[[ Entries provided open ]]

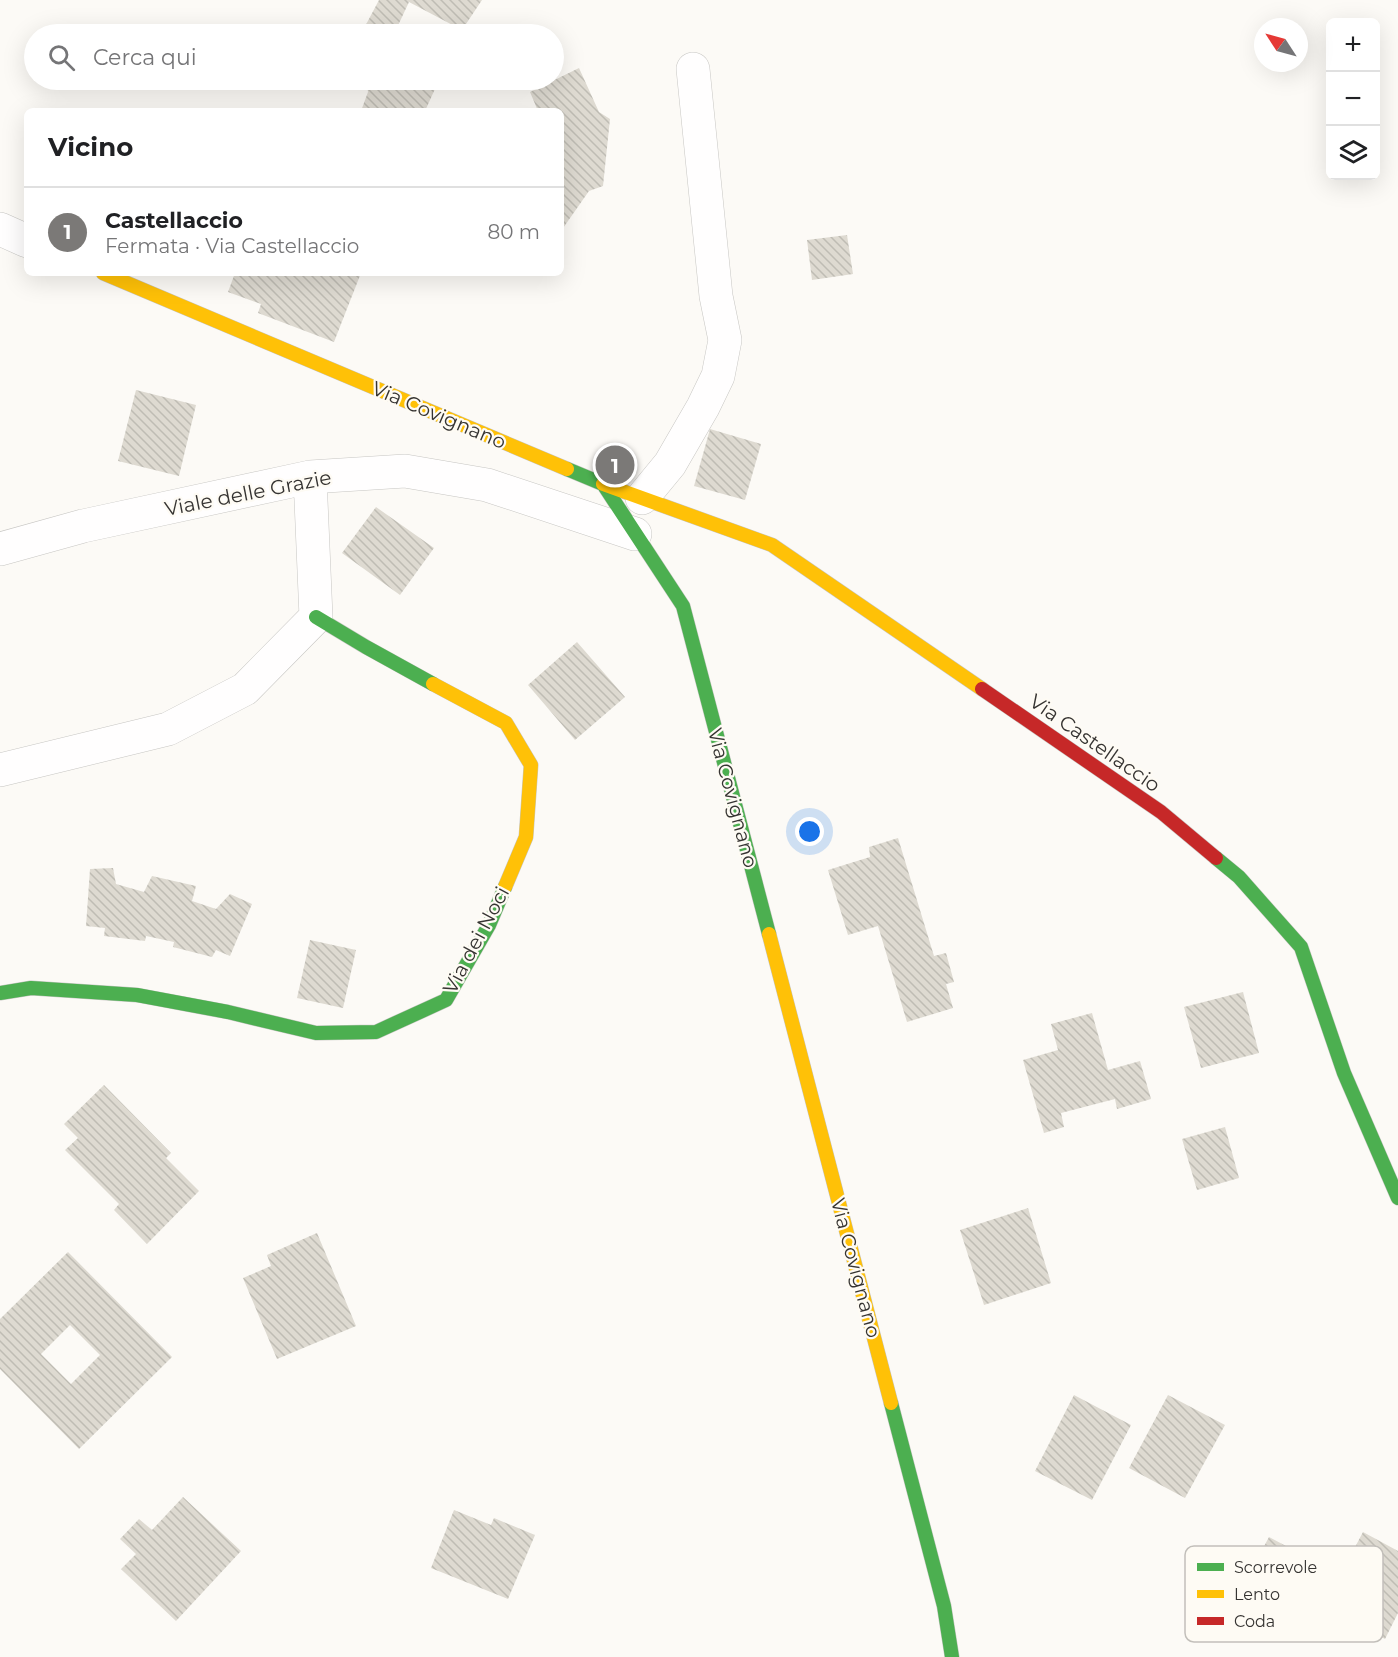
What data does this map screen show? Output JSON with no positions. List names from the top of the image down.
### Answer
{
  "streets": {
    "street": [
      "Via Covignano",
      "Viale delle Grazie",
      "Via Castellaccio",
      "Via dei Noci"
    ]
  },
  "crossings": [
    ["Via Covignano", "Viale delle Grazie"],
    ["Via Covignano", "Via Castellaccio"]
  ],
  "legend": ["Scorrevole", "Lento", "Coda"],
  "north": "top left",
  "page": {
    "map_buttons": ["+", "−"],
    "search": "Cerca qui",
    "heading": "Vicino",
    "list": [
      {
        "mark": "1",
        "name": "Castellaccio",
        "note": "Fermata · Via Castellaccio",
        "value": "80 m"
      }
    ],
    "pins": "1"
  }
}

[[ Entries provided closed ]]

Work to complete:
Without including any picture, print all of the entries above exactly.

Solution:
What data does this map screen show? Output JSON with no positions. List names from the top of the image down.
### Answer
{
  "streets": {
    "street": [
      "Via Covignano",
      "Viale delle Grazie",
      "Via Castellaccio",
      "Via dei Noci"
    ]
  },
  "crossings": [
    ["Via Covignano", "Viale delle Grazie"],
    ["Via Covignano", "Via Castellaccio"]
  ],
  "legend": ["Scorrevole", "Lento", "Coda"],
  "north": "top left",
  "page": {
    "map_buttons": ["+", "−"],
    "search": "Cerca qui",
    "heading": "Vicino",
    "list": [
      {
        "mark": "1",
        "name": "Castellaccio",
        "note": "Fermata · Via Castellaccio",
        "value": "80 m"
      }
    ],
    "pins": "1"
  }
}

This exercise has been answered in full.